▶ [ASSIGNED TASK]: Keep only the lines of the material below that contain the word "Summarize". Copy those lines.

── THE DATA ──

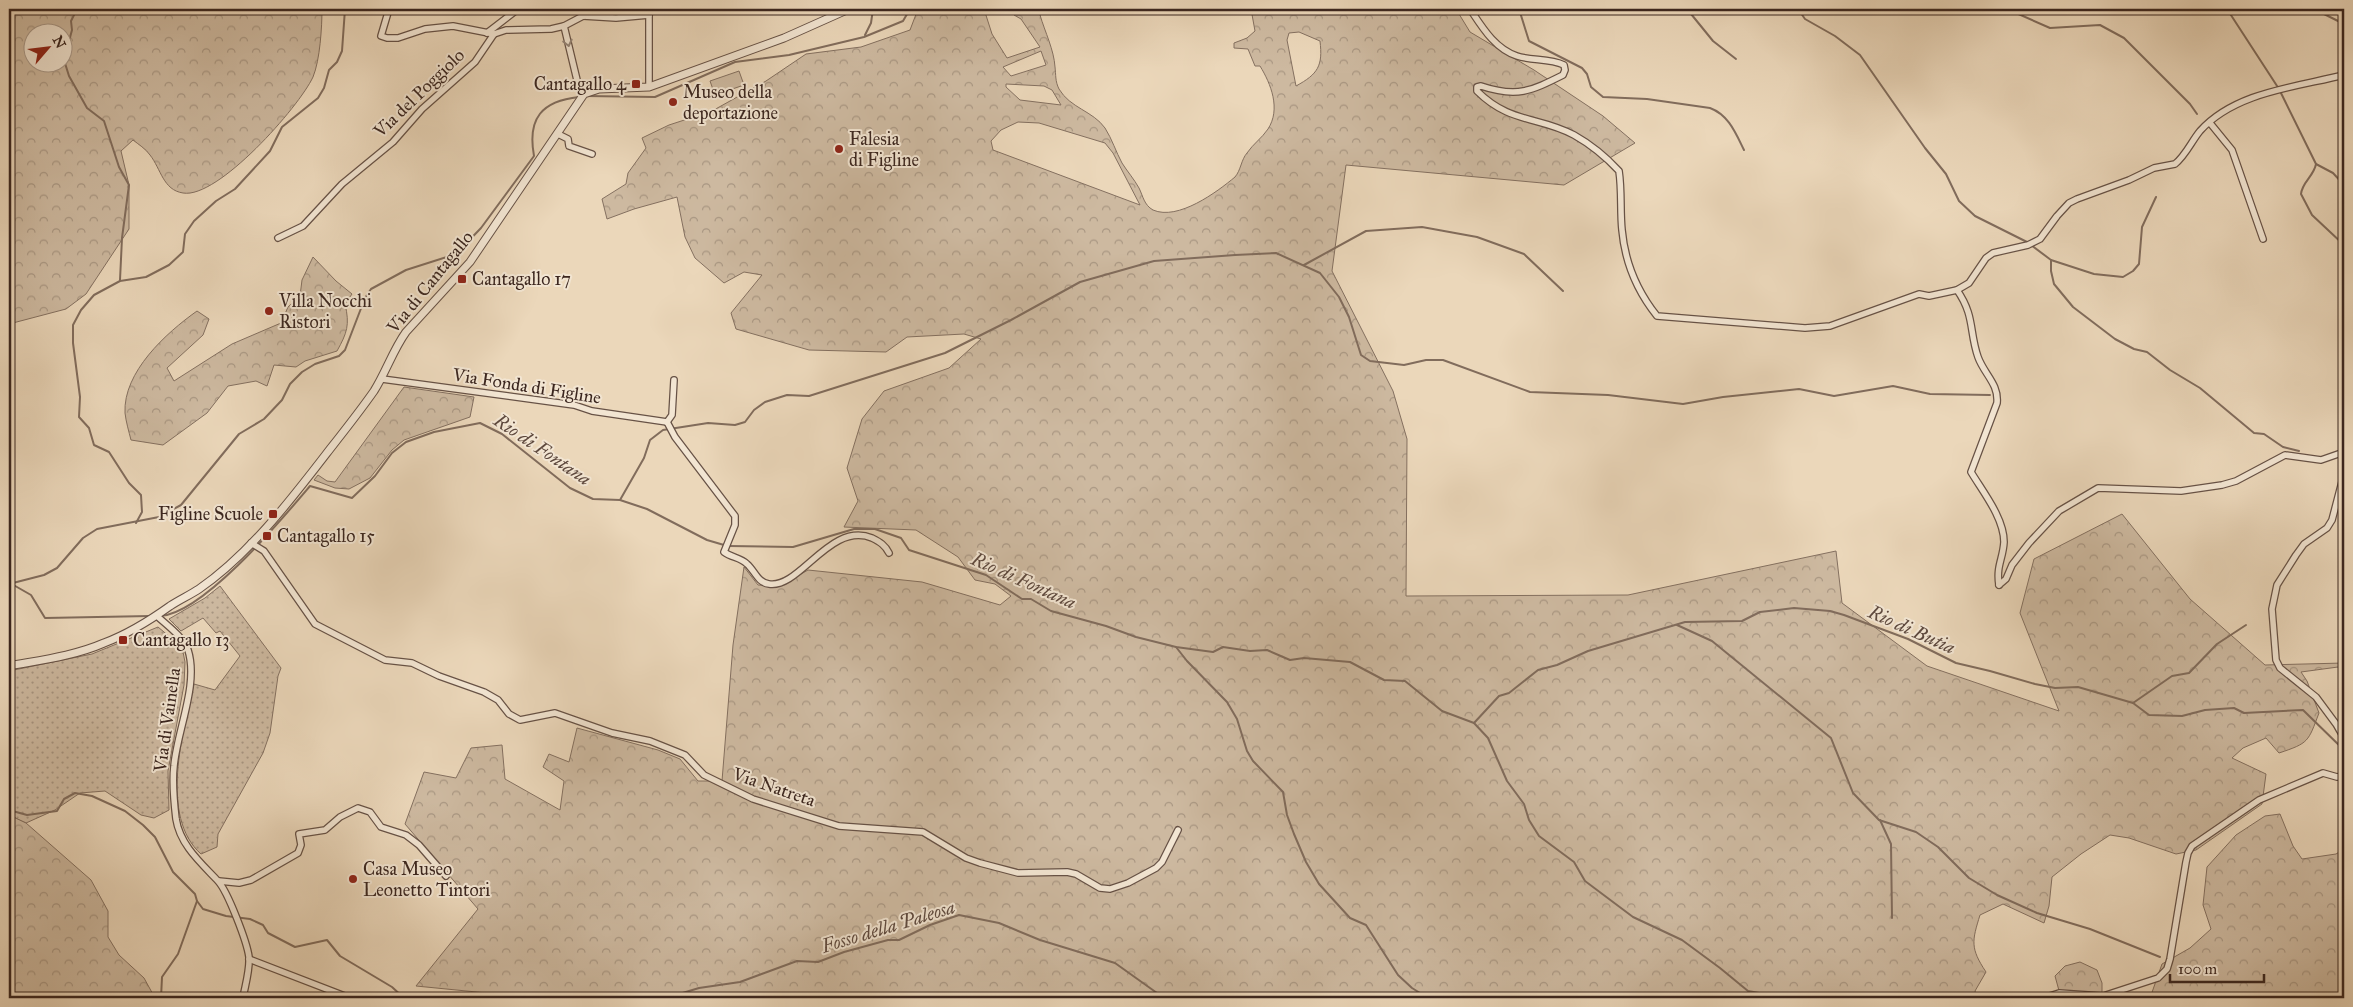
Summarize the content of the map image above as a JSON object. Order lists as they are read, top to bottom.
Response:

───
── THE DATA ──

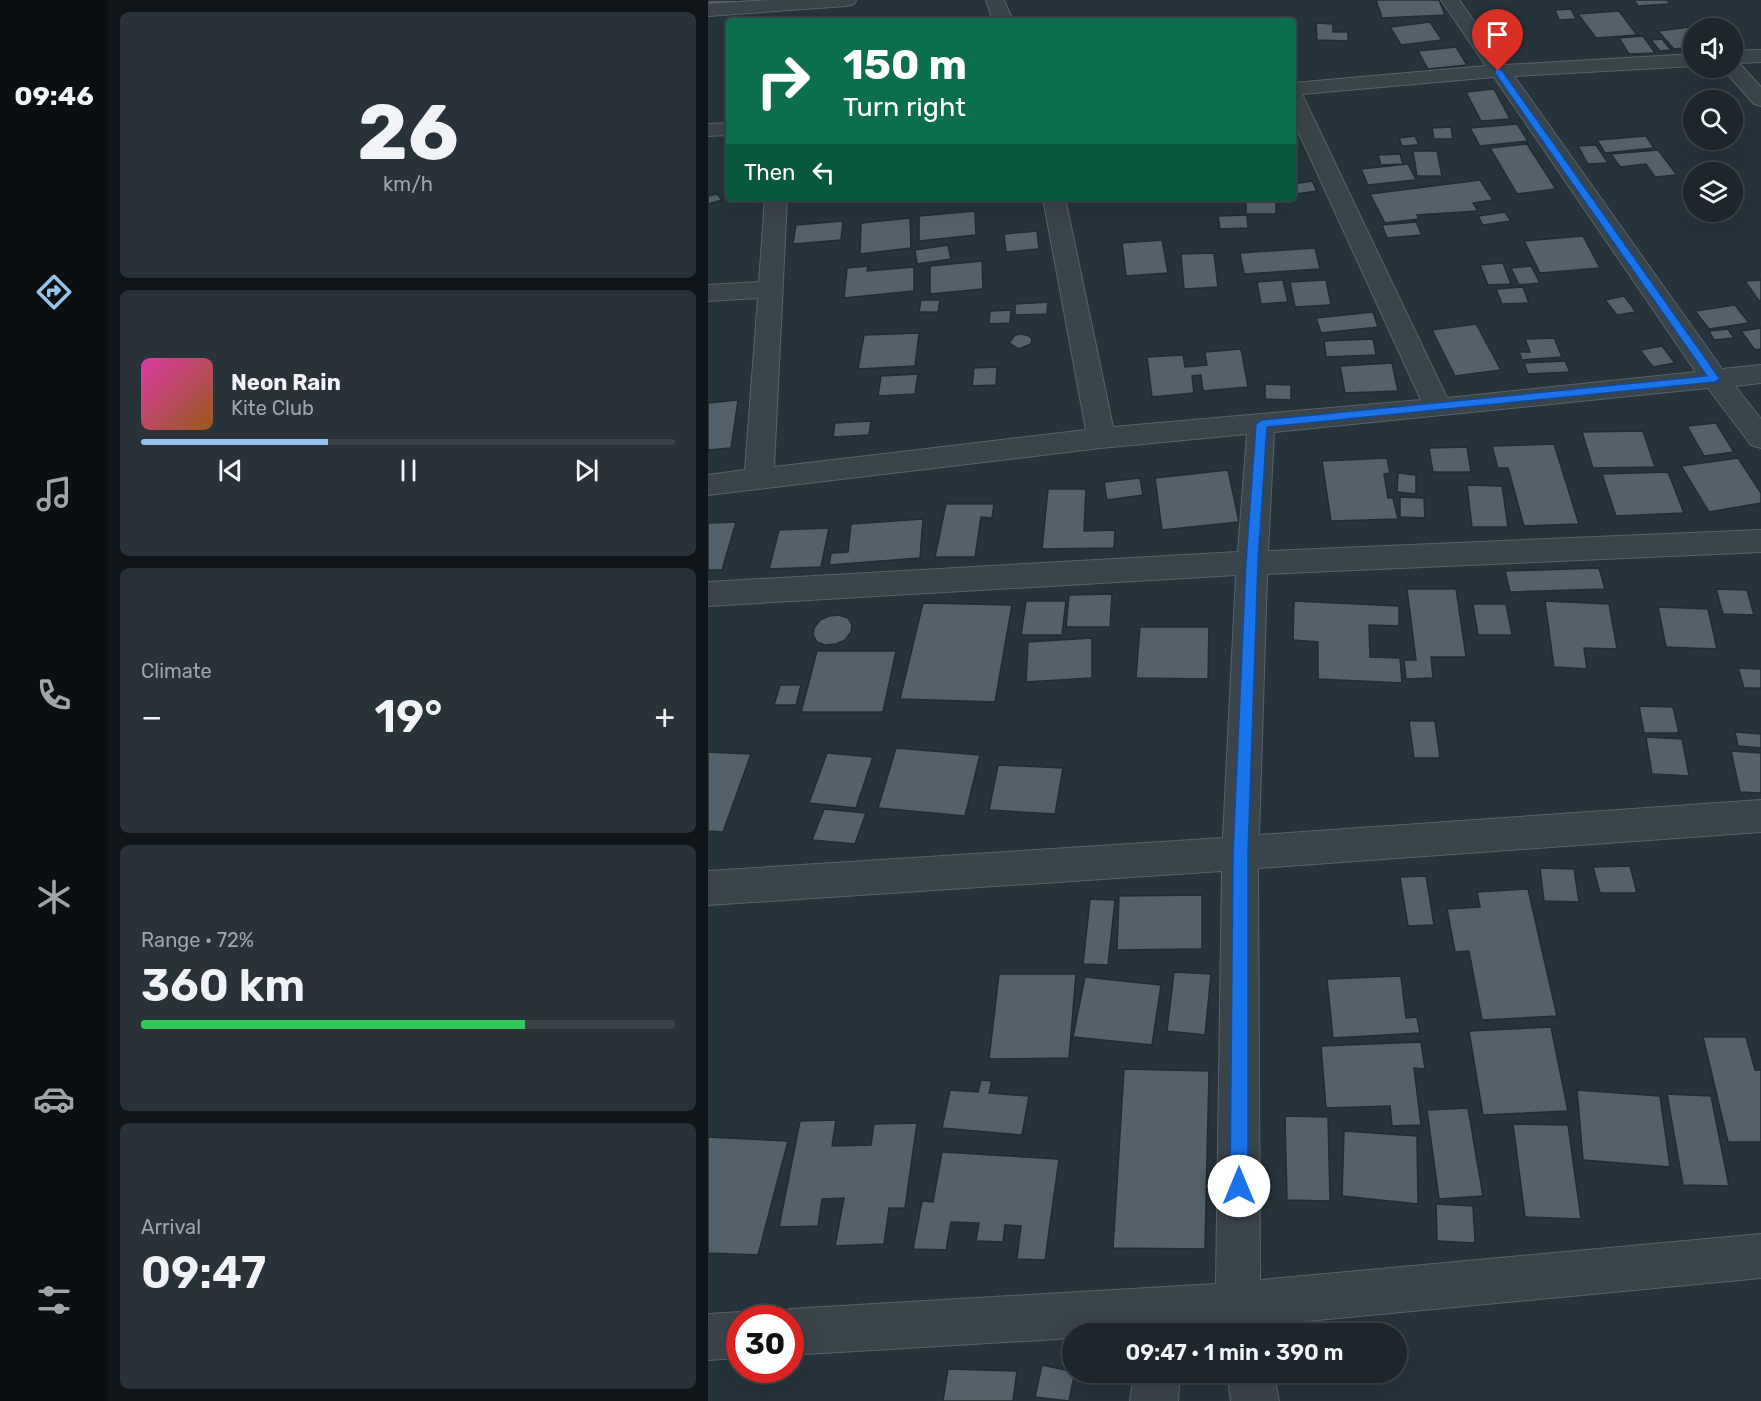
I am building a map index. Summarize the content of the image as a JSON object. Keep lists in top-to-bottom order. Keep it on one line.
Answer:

───

▶ [RESULT BELOW]:
Summarize the content of the map image above as a JSON object. Order lists as they are read, top to bottom.
I am building a map index. Summarize the content of the image as a JSON object. Keep lists in top-to-bottom order. Keep it on one line.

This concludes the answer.